Sonia Cotten a derrière elle une longue feuille de route. D’abord poète, auteure de plusieurs recueils publiés aux Poètes de brousse, elle fait également vibrer la poésie un peu partout sur les scènes du Québec et de l’étranger grâce à des performances qui ont fait sa renommée.
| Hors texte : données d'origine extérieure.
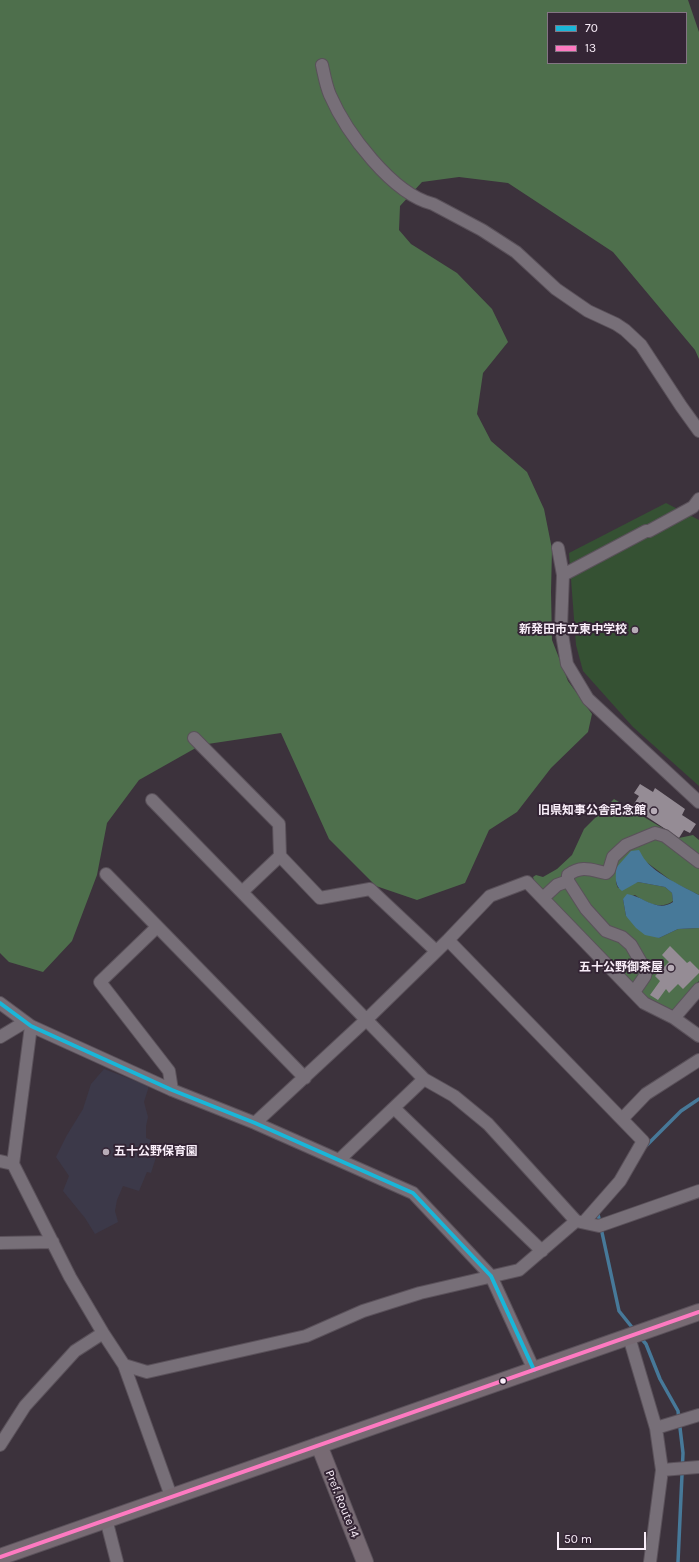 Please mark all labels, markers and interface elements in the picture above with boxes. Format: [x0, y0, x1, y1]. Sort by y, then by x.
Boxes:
legend [547, 12, 687, 64]
text: 70 [585, 21, 598, 35]
text: 13 [585, 41, 596, 55]
place label: 新発田市立東中学校 [519, 623, 627, 637]
marker: 新発田市立東中学校 [630, 625, 640, 635]
place label: 旧県知事公舎記念館 [538, 804, 646, 818]
marker: 旧県知事公舎記念館 [649, 806, 659, 816]
place label: 五十公野御茶屋 [579, 961, 663, 975]
marker: 五十公野御茶屋 [666, 963, 676, 973]
place label: 五十公野保育園 [114, 1145, 198, 1159]
marker: 五十公野保育園 [101, 1147, 111, 1157]
unlabelled marker [498, 1376, 508, 1386]
street label: Pref. Route 14 [322, 1468, 362, 1540]
scale bar [559, 1524, 648, 1550]
text: 50 m [564, 1532, 592, 1546] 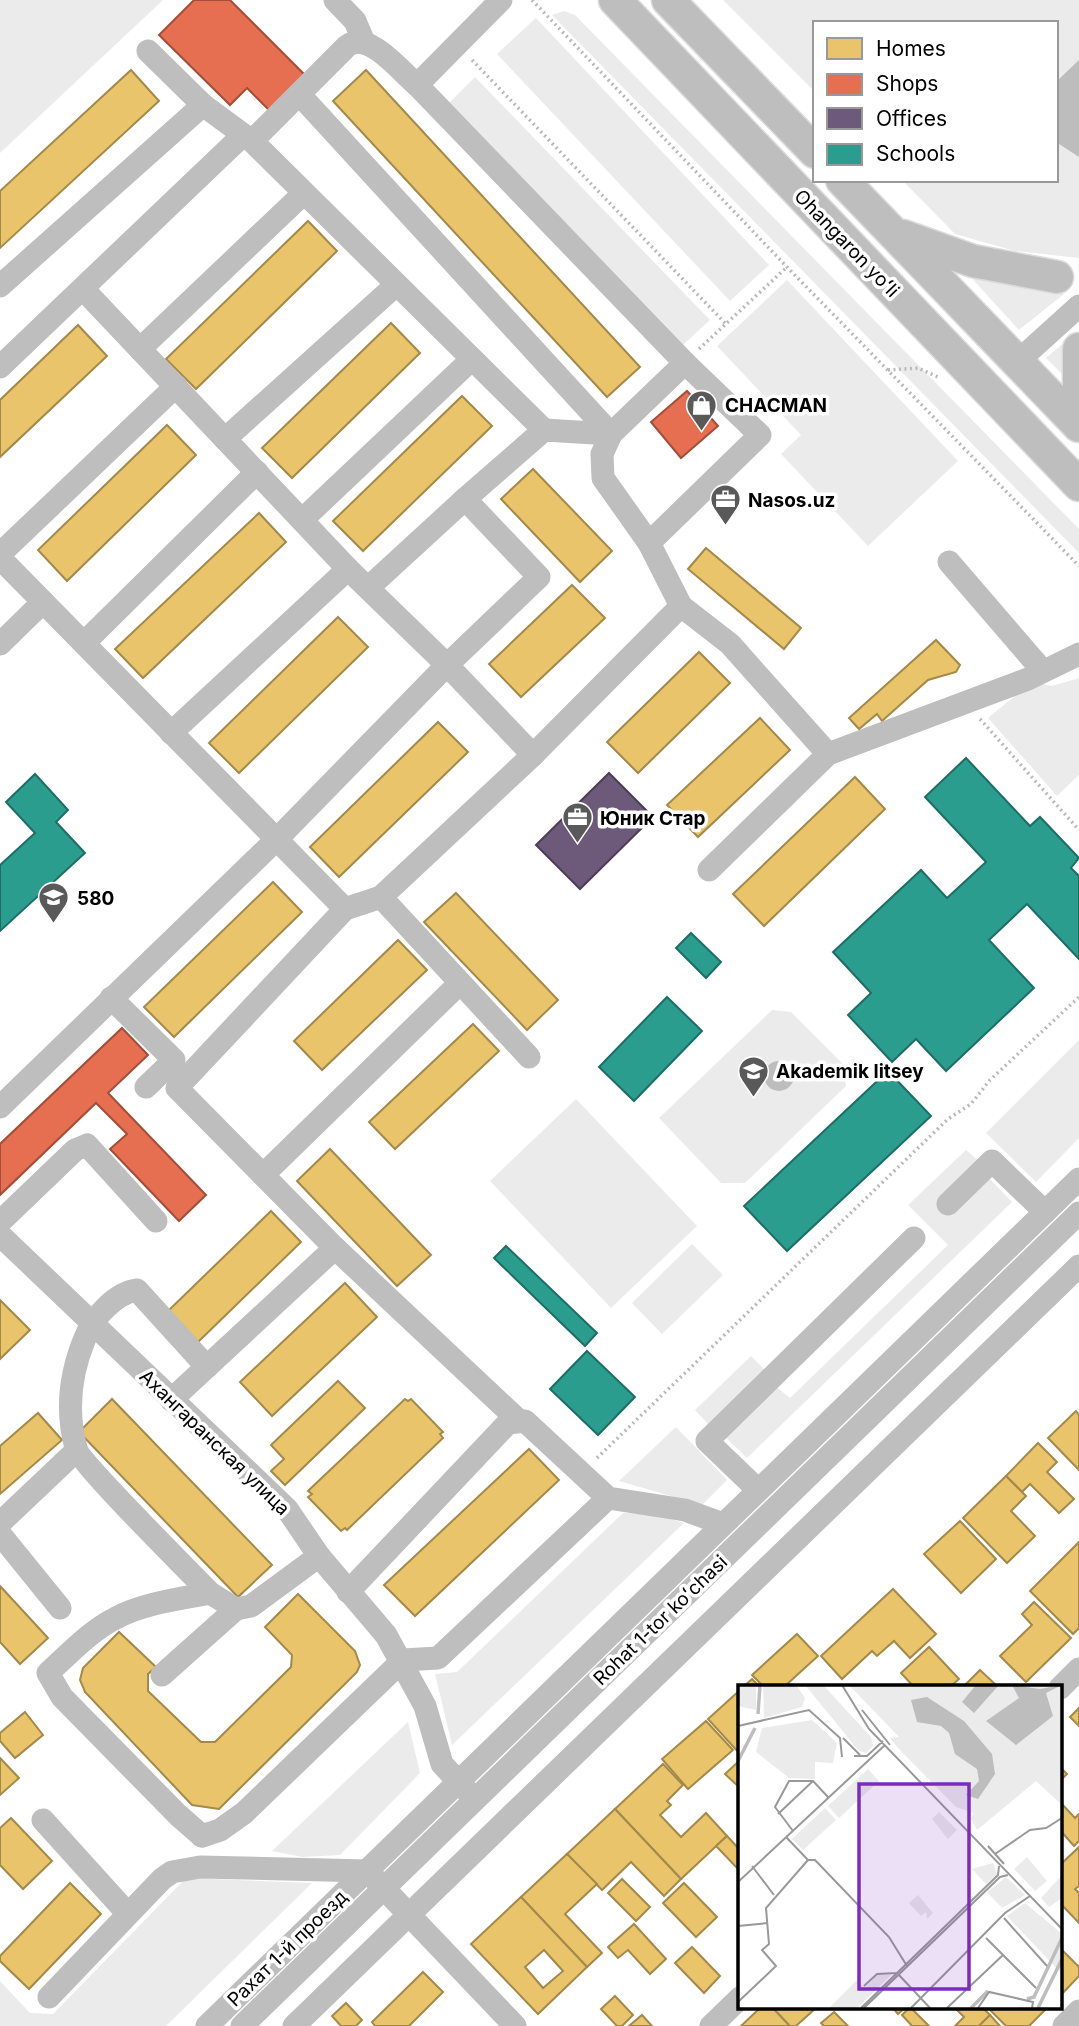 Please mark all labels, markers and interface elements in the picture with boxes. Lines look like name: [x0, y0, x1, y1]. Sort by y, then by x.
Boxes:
legend: [813, 21, 1058, 182]
text: Homes: [876, 36, 946, 61]
text: Shops: [876, 71, 938, 96]
text: Offices: [876, 106, 947, 131]
text: Schools: [876, 141, 955, 166]
street label: Ohangaron yoʻli: [789, 185, 904, 302]
shop icon: CHACMAN: [685, 388, 719, 432]
place label: CHACMAN: [725, 394, 827, 417]
office icon: Nasos.uz: [708, 483, 742, 527]
place label: Nasos.uz: [748, 489, 836, 512]
office icon: Юник Стар: [560, 801, 594, 845]
place label: Юник Стар: [600, 807, 706, 830]
school or university icon: 580: [37, 881, 71, 925]
place label: 580: [77, 887, 114, 910]
school or university icon: Akademik litsey: [736, 1054, 770, 1098]
place label: Akademik litsey: [776, 1060, 924, 1083]
street label: Ахангаранская улица: [135, 1365, 294, 1520]
street label: Rohat 1-tor koʻchasi: [589, 1551, 732, 1690]
inset map: [738, 1685, 1062, 2008]
street label: Рахат 1-й проезд: [223, 1885, 352, 2011]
Corps simple, son dernier recueil, se situe dans cette veine, et propose au lecteur des textes empreints d’une grande oralité, qui dénoncent autant qu’ils célèbrent ce qui fait notre époque : ses solitudes, ses tragédies, mais aussi ses grandeurs et ses rêves.

Les corps simples sont des corps esseulés qui se noient à mi-cuisse dans des lacs sans fond, étranglés par une paix qui les paralyse, en quête d’un sillon pour y déposer leur « pas assuré ». Ils savent que « l’avenir n’est donné à voir qu’aux oiseaux », mais qu’il leur reste un mot qui porte à la fois leur désespoir et leur espérance, et ce mot est « pourtant ». Ces corps simples sont nés presque déjà morts d’un monde où se mêlent tous les repères, ce qui fait d’eux des « bâtards pure race des États-Zombies d’Amérique ». Incapables de vivre seuls, ils errent en eux-mêmes, perdus et assoiffés d’un sens qui leur échappe.

L’audace de la beauté

Toutefois, puisque ces corps simples, c’est-à-dire peut-être un peu chacun d’entre nous, tiennent « de la terre / la patience de chercher », la poète se fait alors prophète, nous promettant des jours moins sombres : « on jasera comme les lièvres au sortir des terriers / on jasera du lac […] des vieux qui sont morts / des veaux du printemps dernier ». Ce retour à une communication presque primitive, concrète et ancrée dans son territoire, pourrait sauver les « obsolètes programmés » que nous sommes, et nous redonner l’audace de puiser la beauté dans nos propres failles, là où niche la poésie qu’il nous reste encore.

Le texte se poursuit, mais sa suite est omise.